Y esa evaluación del comportamien​to, sobre hechos específicos, se puede hacer sobre el reglamento interno o directamente sobre le ley laboral. d) Por último, se hizo una apreciación, pero equivocada de una carta del Gerente Regional, expresando su opinión sobre las posibles `buenas intenciones' del demandante al incurrir en irregularidades, lo que el fallador debía examinar en conjunto con las demás pruebas y documentos y no aislada​mente.

"‑ Con respecto a las pruebas dejadas de apreciar, cuya lista no se repetirá aquí en razón de que al formular el cargo se ha sintetizado su contenido, es bien claro que esas eran los mínimos documentos que debían sopesarse en la decisión sobre la justicia del despido. Son piezas impor​tantes y cumplen el requisito de ser documentos auténticos, como también hay una clásica `confesión judicial', que son las pruebas calificadas en casación para el error de hecho.

De todo ese material probatorio se deduce ostensiblemente que el demandado incurrió en unos hechos impropios de un trabajador responsable, pero más impropios aún en un cargo de especial confianza y responsabilidad como es el cargo de Gerente de Agencia en una localidad.
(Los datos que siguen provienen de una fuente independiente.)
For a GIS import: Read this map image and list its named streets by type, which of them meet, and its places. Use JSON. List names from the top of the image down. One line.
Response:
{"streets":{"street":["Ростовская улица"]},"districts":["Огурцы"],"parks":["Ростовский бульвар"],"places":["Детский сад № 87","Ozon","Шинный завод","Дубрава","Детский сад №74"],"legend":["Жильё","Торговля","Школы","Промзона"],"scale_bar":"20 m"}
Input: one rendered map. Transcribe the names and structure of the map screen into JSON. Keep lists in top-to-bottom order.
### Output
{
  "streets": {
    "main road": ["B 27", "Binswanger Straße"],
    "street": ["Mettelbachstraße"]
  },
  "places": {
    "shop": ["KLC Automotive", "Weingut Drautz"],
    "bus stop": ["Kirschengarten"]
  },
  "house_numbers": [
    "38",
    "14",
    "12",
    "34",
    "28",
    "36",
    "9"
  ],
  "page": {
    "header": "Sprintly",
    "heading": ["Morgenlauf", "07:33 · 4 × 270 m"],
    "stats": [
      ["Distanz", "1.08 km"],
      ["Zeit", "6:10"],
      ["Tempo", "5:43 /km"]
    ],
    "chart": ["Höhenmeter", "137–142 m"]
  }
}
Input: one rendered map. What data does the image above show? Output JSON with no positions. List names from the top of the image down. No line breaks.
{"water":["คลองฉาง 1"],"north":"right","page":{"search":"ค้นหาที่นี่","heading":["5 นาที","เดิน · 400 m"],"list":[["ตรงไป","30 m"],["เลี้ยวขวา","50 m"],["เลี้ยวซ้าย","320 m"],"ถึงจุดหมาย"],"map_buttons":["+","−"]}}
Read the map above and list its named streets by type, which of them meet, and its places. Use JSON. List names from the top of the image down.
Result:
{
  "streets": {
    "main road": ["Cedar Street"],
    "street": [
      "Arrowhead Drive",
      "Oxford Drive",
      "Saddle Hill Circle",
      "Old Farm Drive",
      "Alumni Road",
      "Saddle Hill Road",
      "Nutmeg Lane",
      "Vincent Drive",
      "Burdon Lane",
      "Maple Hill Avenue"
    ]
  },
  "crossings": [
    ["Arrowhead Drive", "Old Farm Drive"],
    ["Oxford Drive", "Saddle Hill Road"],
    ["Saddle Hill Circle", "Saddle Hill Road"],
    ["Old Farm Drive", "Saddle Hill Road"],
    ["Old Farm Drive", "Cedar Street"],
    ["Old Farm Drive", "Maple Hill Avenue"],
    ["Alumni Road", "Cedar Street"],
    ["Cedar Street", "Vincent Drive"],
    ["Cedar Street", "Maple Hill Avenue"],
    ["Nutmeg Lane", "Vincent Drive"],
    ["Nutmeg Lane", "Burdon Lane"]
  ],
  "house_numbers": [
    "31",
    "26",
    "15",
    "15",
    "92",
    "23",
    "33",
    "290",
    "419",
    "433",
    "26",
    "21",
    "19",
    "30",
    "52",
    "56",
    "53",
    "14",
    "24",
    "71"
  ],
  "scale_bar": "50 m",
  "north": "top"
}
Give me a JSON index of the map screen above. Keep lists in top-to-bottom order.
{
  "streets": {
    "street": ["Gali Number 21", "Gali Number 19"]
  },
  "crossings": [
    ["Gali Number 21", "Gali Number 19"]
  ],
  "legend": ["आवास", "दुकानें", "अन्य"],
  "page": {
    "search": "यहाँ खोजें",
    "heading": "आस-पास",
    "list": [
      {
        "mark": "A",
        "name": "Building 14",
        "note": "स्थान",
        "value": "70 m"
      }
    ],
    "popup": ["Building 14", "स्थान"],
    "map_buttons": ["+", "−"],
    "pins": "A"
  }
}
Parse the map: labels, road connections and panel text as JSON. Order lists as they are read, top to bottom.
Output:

Algunas de sus respuestas documentales e incluso la del interrogatorio muestran actitudes no responsables y negligentes que no se compadecen con el tipo de responsabilidad de un Gerente de Agencia. "De ese conjunto de pruebas y de los errores de apreciación se deduce claramente la violación de las siguientes normas: "‑ La aplicación indebida del art. 107 del C.S.T., norma que regula el reglamento interno en el régimen de trabaja​dores particulares, que no era aplicable al demandante como trabajador oficial.

"‑ La falta de aplicación del art. 11 de la Ley 6a. de 1945, que señala la condición resolutoria por incumplimien​to del contrato laboral del trabajador oficial, norma que es la base de las disposiciones legales sobre deberes laborales y justas causas de despido previstas en el D.R. 2127 de 1945. "‑ La falta de aplicación del art. 28 del D.R. 2127/45, que señala como deberes laborales específicos cumplir el contrato en las condiciones acordadas; obedecer las órdenes e instrucciones de los superiores respecto al desarrollo de la labor; y conservar en buen estado los instrumentos del trabajo.

"‑ La falta de aplicación del art. 28 del D.R. 2127/45, que prohíbe al trabajador oficial ejecutar cualquier acto que amenace o perjudique las máquinas o elementos del estable​cimiento de trabajo. "‑ La falta de aplicación del art. 30 del D.R. 2127/45, que define el reglamento de trabajo para los trabajadores oficiales (y no la norma del C.S.T. equivocadamente señalada en el fallo).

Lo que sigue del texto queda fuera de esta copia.